### EXERCISE DIRECTIONS
Could you please return each line of the data that has the word "linecap"?

TASK INPUT below:

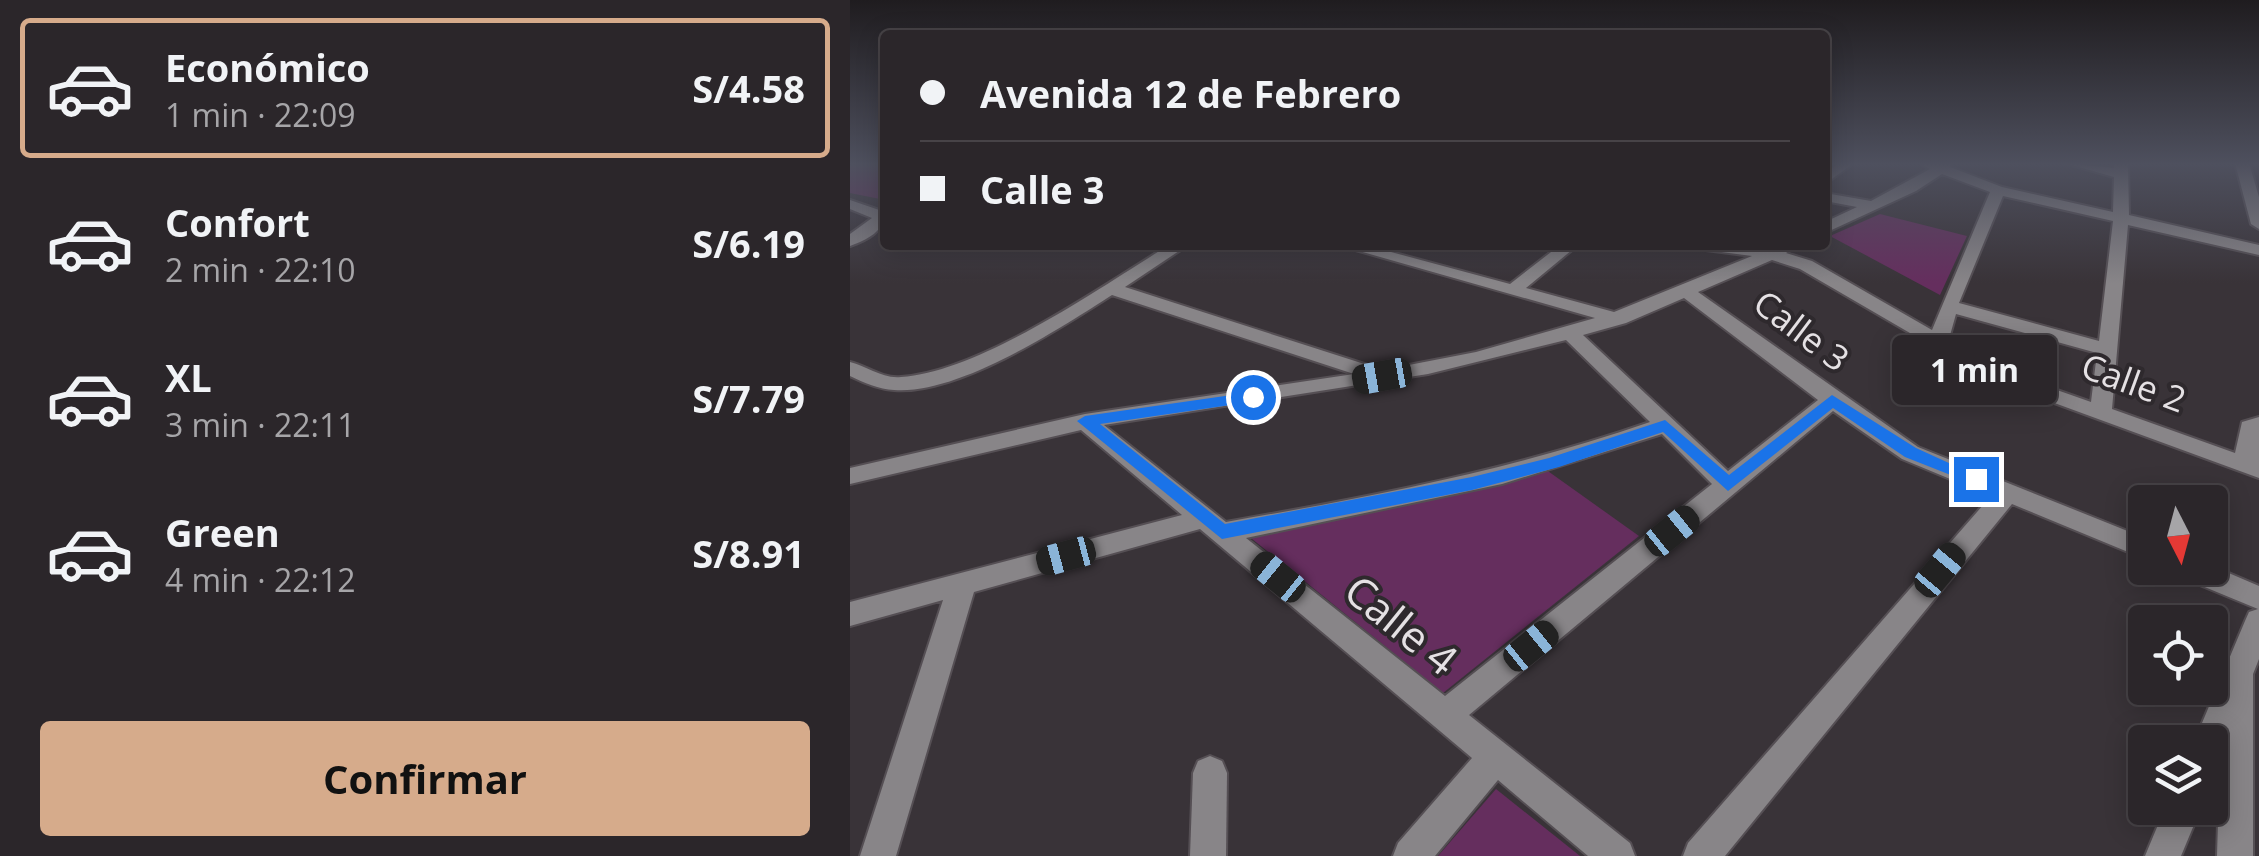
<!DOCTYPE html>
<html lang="es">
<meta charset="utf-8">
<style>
:root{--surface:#2b262a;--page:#373236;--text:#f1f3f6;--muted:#a6a5a8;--line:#474347;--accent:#d6ab8b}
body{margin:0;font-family:"Open Sans",sans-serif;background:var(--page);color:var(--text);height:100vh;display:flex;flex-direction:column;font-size:38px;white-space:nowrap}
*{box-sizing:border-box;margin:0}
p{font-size:32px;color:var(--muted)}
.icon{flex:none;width:55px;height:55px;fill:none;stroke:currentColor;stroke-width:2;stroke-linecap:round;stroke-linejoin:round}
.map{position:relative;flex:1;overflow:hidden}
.drawer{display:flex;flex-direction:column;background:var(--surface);width:850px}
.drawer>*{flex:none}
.top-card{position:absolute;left:30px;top:30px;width:950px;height:220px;border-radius:10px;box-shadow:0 5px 25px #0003,0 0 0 2px var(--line);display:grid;align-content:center;height:220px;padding:0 40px;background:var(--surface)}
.needle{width:65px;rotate:174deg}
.tools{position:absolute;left:1278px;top:485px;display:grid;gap:20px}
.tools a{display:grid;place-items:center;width:100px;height:100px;border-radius:10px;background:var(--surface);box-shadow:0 5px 25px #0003,0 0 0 2px var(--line);font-size:50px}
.end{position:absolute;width:45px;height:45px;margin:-22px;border:12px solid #1a73e8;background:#fff;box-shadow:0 0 0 5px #fff}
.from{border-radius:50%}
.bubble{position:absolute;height:70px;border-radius:10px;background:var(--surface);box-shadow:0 5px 25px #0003,0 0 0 2px var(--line);font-size:32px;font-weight:700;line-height:70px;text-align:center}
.car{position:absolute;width:30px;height:60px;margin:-30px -15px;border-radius:12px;box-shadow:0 0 8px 2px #0007;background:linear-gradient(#222 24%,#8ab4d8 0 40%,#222 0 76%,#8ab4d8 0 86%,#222 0)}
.top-card b{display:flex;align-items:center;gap:35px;height:95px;font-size:38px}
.top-card b+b{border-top:2px solid var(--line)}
.top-card i{width:25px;height:25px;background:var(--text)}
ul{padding:18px 0 0;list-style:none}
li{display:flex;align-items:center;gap:30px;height:140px;margin:0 20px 15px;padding:0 20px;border:5px solid transparent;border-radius:10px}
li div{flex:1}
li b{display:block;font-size:38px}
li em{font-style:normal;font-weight:700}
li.selected{border-color:var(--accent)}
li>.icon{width:90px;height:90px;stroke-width:1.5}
.primary-button{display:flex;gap:20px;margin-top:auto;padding:20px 40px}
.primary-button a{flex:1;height:115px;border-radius:10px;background:var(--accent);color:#111;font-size:40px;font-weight:700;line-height:115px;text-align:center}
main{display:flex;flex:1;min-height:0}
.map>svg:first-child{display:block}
</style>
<main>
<section class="drawer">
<ul>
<li class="selected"><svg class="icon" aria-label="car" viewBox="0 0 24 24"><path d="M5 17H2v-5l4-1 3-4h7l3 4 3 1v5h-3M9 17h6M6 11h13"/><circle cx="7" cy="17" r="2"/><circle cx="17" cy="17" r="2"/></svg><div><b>Económico</b><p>1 min · 22:09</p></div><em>S/4.58</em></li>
<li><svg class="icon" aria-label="car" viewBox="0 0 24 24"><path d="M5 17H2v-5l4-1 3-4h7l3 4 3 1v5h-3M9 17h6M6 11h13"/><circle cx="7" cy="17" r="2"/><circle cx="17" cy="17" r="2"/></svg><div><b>Confort</b><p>2 min · 22:10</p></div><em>S/6.19</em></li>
<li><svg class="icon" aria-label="car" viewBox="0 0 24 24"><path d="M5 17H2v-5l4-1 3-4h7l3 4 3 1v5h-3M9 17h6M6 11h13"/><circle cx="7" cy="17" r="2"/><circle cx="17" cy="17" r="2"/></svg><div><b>XL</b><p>3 min · 22:11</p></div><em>S/7.79</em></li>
<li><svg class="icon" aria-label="car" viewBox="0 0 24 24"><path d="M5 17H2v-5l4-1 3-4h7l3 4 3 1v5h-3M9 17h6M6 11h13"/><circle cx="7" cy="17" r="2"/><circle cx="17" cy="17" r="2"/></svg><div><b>Green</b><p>4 min · 22:12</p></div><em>S/8.91</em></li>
</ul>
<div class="primary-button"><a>Confirmar</a></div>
</section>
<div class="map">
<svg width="1409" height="856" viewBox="0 0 1409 856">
<rect width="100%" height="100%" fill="#393338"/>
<g fill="#652e5e">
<polygon points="9,163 35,163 35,200 0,193 0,166"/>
<polygon points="1030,214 1117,236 1090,295 980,236"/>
<polygon points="695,469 789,536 593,693 396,534"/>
<polygon points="646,789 730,856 588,856"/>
</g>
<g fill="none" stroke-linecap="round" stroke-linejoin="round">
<defs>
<g id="minor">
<polygon points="989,163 1004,163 975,184 975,173"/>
<path d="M1070,163h31l-1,4 52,20 111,25 1,-35 -49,-14 49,5v-5h14l1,52 130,30v10l-131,-30 -16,184 123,44 7,-31 17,-5v61l-270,-99 -189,-110 -28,-9 -74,32 220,155 227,91v21l-133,-55 -287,352h-42l5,-13 303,-347 -89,-37 -69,-48 -364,304 161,128 5,13h-47l-90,-76 -63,76h-42l5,-13 74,-85 -272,-229 -226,63 -78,264h-36l83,-256 -93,26v-24l332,-87 -101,-85 -231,54v-16l235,-54 269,-40 -242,-79c-53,34 -154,100 -218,95 -15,-1 -30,-7 -44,-14v-14c17,4 32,17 51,15 79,-5 200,-90 268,-132h19l-63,42 258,83 93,-18 119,-34 -257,-73h27l145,39 50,-39h18l-52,43 88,24 138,-56 -46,-6 -8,-5 71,4 29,-4 -12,8 26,8 120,69 58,-138 -48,-18 -26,17 -91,42v-11l32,-15 -32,-6v-8l46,8 59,-32zM1153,196l110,25 -14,120 -140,-38zM834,298l134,102 -90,71 -145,-136 43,-12zM1106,314l141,39 -6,49 -88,-31 -54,-32zM716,340l84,82c-138,48 -281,75 -424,100l-122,-97 324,-51zM812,434l50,50 -267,212 -199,-158 256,-54z"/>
<polygon points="1385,163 1399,163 1409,197 1409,229 1401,224"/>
<path d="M0,200l35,12c0,19 -18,28 -35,34v-12l22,-16 -22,-9z"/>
<polygon points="1360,565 1409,586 1409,659 1403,674 1403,856 1367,856 1370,757 1360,761 1360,742 1344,742 1395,621 1399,612 1408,609 1328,576 1324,568"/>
<polygon points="360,756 372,761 377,773 376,856 340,856 343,773 348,761"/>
<polygon points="1315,808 1351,808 1331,856 1295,856"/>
</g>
</defs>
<use href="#minor" stroke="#554f54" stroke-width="4"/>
<use href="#minor" fill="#888588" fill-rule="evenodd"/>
</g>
<linearGradient id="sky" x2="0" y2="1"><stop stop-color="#1f1c1f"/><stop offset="0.58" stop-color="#4e505e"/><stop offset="1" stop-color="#4e505e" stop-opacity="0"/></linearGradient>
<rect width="1409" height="283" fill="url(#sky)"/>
<polygon fill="#1a73e8" points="403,392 411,397 408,401 250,424 375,524 622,477 699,458 815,420 879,475 982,395 1066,448 1134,479 1126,485 1055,457 983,408 878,491 813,432 709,467 622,490 372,539 227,421 235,416"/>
<g text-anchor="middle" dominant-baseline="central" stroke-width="8" stroke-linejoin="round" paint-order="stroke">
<g font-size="35" fill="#e5e1e4" stroke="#2e292d">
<text transform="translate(952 330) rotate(37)">Calle 3</text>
<text transform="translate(1284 382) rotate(20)">Calle 2</text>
</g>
<g font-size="42" fill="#e5e1e4" stroke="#2e292d">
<text transform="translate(552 624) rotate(39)">Calle 4</text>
</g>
</g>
</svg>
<div class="tools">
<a><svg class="needle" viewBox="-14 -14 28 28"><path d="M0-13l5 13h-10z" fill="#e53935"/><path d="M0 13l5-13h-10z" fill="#a6a5a8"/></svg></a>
<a><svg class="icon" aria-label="locate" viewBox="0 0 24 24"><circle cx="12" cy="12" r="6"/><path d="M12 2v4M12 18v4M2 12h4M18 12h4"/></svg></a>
<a><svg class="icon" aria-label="layers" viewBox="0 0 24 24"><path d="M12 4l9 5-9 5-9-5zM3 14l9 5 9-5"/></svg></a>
</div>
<i class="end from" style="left:403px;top:397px"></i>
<i class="end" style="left:1126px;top:479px"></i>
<div class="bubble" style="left:1042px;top:335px;width:165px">1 min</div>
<i class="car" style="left:532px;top:376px;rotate:260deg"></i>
<i class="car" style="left:822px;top:531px;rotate:51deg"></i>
<i class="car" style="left:216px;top:556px;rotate:255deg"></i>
<i class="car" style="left:1090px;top:570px;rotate:40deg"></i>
<i class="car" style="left:428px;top:577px;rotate:309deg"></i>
<i class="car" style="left:681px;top:646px;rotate:51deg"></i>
<div class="top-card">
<b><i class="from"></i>Avenida 12 de Febrero</b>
<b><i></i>Calle 3</b>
</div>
</div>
</main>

End of TASK INPUT.

### SOLUTION TO THIS TASK
.icon{flex:none;width:55px;height:55px;fill:none;stroke:currentColor;stroke-width:2;stroke-linecap:round;stroke-linejoin:round}
<g fill="none" stroke-linecap="round" stroke-linejoin="round">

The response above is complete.